Looping Over Data Sets

Overview

Teaching: 5 min
Exercises: 0 min
Questions
  • How can I process many data sets with a single command?

Objectives
  • Be able to read and write globbing expressions that match sets of files.

  • Use glob to create lists of files.

  • Write for loops to perform operations on files given their names in a list.

Use a for loop to process files given a list of their names.

import numpy
for filename in ["data/galileo_flat.csv","data/galileo_ramp.csv"]:
    distance, height = numpy.loadtxt(filename, skiprows=2,\
                                     comments="#", delimiter=',', unpack=True)
    print(filename, distance.min(), height.max())
    data/galileo_flat.csv 800.0 1000.0
    data/galileo_ramp.csv 253.0 1000.0

Use glob.glob to find sets of files whose names match a pattern.

import glob
print("all csv files in data/random directory:", glob.glob("data/random/*.csv"))
    all csv files in data/random directory: ['data/random/data.029.csv', 'data/random/data.015.csv', 'data/random/data.001.csv', 'data/random/data.000.csv', 'data/random/data.014.csv', 'data/random/data.028.csv', 'data/random/data.002.csv', '...','data/random/data.035.csv', 'data/random/data.009.csv', 'data/random/data.023.csv', 'data/random/data.037.csv', 'data/random/data.036.csv', 'data/random/data.022.csv', 'data/random/data.026.csv', 'data/random/data.032.csv', 'data/random/data.033.csv', 'data/random/data.027.csv', 'data/random/data.031.csv', 'data/random/data.025.csv', 'data/random/data.019.csv', 'data/random/data.018.csv', 'data/random/data.024.csv', 'data/random/data.030.csv']
print("all txt files in data/random directory:", glob.glob("data/random/*.txt"))
    all txt files in data/random directory: []
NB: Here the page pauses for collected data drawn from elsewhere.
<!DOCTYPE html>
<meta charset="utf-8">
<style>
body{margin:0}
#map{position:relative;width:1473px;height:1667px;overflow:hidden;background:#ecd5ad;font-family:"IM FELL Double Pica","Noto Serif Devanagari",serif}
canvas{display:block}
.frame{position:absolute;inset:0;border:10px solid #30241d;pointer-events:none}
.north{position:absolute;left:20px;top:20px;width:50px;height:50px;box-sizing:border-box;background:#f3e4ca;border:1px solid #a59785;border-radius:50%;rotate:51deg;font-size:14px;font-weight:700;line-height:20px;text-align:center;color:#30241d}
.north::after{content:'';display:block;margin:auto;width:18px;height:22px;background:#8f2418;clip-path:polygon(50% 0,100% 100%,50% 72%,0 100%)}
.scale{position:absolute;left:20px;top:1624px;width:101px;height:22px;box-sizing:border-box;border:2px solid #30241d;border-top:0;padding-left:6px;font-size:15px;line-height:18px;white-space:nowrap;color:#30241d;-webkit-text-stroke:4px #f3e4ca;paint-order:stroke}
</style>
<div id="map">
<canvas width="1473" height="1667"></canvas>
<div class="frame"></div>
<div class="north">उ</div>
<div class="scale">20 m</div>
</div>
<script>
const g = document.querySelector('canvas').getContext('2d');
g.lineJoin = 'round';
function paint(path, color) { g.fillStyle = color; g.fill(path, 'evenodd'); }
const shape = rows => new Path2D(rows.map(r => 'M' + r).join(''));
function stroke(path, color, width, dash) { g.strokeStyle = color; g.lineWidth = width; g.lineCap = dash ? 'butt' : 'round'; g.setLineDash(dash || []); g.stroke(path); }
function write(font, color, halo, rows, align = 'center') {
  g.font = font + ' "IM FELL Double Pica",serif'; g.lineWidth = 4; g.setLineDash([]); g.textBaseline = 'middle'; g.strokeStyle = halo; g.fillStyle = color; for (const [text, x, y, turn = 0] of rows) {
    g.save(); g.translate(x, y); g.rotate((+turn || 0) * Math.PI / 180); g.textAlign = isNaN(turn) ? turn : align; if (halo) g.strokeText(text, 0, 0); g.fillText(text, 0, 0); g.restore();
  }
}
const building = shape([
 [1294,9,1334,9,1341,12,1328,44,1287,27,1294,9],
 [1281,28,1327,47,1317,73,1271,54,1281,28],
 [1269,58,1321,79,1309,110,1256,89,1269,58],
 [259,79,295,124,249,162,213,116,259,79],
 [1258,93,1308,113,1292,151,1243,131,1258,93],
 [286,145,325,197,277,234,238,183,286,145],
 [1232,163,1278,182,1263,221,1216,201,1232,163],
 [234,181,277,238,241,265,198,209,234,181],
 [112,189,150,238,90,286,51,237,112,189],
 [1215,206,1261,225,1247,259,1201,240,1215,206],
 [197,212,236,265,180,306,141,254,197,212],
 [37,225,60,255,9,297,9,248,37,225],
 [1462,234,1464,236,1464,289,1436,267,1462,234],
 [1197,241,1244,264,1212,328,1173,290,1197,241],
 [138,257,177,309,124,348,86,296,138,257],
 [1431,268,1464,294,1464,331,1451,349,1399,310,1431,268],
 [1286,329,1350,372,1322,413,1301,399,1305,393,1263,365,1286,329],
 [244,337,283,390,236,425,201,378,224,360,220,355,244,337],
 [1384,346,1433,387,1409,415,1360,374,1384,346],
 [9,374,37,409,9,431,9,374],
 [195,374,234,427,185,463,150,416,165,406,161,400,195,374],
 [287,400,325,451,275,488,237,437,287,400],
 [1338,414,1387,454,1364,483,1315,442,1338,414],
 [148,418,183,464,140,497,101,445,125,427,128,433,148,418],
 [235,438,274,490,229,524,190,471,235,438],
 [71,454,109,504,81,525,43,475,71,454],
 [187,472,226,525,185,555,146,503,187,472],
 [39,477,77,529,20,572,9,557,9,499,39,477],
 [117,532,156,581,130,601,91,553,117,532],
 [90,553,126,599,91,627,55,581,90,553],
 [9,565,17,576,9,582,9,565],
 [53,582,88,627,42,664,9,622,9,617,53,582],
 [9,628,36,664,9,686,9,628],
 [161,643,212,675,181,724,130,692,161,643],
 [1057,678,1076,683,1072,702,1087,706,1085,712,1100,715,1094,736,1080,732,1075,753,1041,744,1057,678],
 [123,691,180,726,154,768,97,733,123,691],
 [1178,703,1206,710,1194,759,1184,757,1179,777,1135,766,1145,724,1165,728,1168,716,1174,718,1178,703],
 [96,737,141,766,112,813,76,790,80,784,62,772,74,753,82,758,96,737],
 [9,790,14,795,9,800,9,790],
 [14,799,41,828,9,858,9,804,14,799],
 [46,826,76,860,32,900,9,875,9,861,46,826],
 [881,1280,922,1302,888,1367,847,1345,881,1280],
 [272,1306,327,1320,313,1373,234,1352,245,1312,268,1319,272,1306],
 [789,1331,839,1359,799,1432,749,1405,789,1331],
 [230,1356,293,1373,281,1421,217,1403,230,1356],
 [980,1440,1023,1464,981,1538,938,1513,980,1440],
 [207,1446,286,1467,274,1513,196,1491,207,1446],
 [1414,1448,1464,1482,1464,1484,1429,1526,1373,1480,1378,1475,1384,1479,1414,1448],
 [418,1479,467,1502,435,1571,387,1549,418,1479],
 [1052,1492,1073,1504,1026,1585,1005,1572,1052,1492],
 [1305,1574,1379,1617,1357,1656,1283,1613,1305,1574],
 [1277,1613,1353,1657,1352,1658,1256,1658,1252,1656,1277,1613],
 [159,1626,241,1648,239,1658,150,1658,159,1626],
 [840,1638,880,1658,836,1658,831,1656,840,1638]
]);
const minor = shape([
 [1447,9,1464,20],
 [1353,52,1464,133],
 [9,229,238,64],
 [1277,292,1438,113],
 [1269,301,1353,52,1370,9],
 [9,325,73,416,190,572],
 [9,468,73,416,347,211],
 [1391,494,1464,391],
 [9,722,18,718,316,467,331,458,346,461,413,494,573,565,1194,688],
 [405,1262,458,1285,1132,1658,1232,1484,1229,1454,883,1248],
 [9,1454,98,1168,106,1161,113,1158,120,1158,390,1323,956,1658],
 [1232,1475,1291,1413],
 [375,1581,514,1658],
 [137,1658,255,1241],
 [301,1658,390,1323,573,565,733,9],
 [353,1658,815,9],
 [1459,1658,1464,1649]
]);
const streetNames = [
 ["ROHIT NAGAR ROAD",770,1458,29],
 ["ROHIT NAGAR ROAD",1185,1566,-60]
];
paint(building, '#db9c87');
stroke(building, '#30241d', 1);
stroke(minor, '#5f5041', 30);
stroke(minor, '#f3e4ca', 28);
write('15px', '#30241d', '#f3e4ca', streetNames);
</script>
Use glob and for to process batches of files.

Helps a lot if the files are named and stored systematically and consistently so that simple patterns will find the right data.

for filename in sorted(glob.glob('data/random/*.csv')):
    distance, height = numpy.loadtxt(filename, delimiter=',', unpack=True)
    print(filename, distance.mean(), height.std())
    data/random/data.000.csv 0.973455156 14.253108991004671
    data/random/data.001.csv -4.4384872 18.271604877007015
    data/random/data.002.csv -2.28566216 13.972753882460598
    ...
    data/random/data.096.csv 0.724618214 16.429186710317516
    data/random/data.097.csv 0.48894924 15.292681284065516
    data/random/data.098.csv 1.84267224 11.33741881916356
    data/random/data.099.csv -3.772237556 14.155571992376832

Determining Matches

Which of these files is not matched by the expression glob.glob('data/*as*.csv')?

  1. data/gapminder_gdp_africa.csv
  2. data/gapminder_gdp_americas.csv
  3. data/gapminder_gdp_asia.csv

Solution

1 is not matched by the glob.

Averaging over datasets

Write a program that calculate the average value from all of the data in the files, instead of individual files

Solution

import glob
import numpy as np
data = []
for filename in sorted(glob.glob('data/random/*.csv')):
    distance, height = numpy.loadtxt(filename, delimiter=',', unpack=True)
    data.append(distance)
print(np.mean(data))

Key Points

  • Use a for loop to process files given a list of their names.

  • Use glob.glob to find sets of files whose names match a pattern.

  • Use glob and for to process batches of files.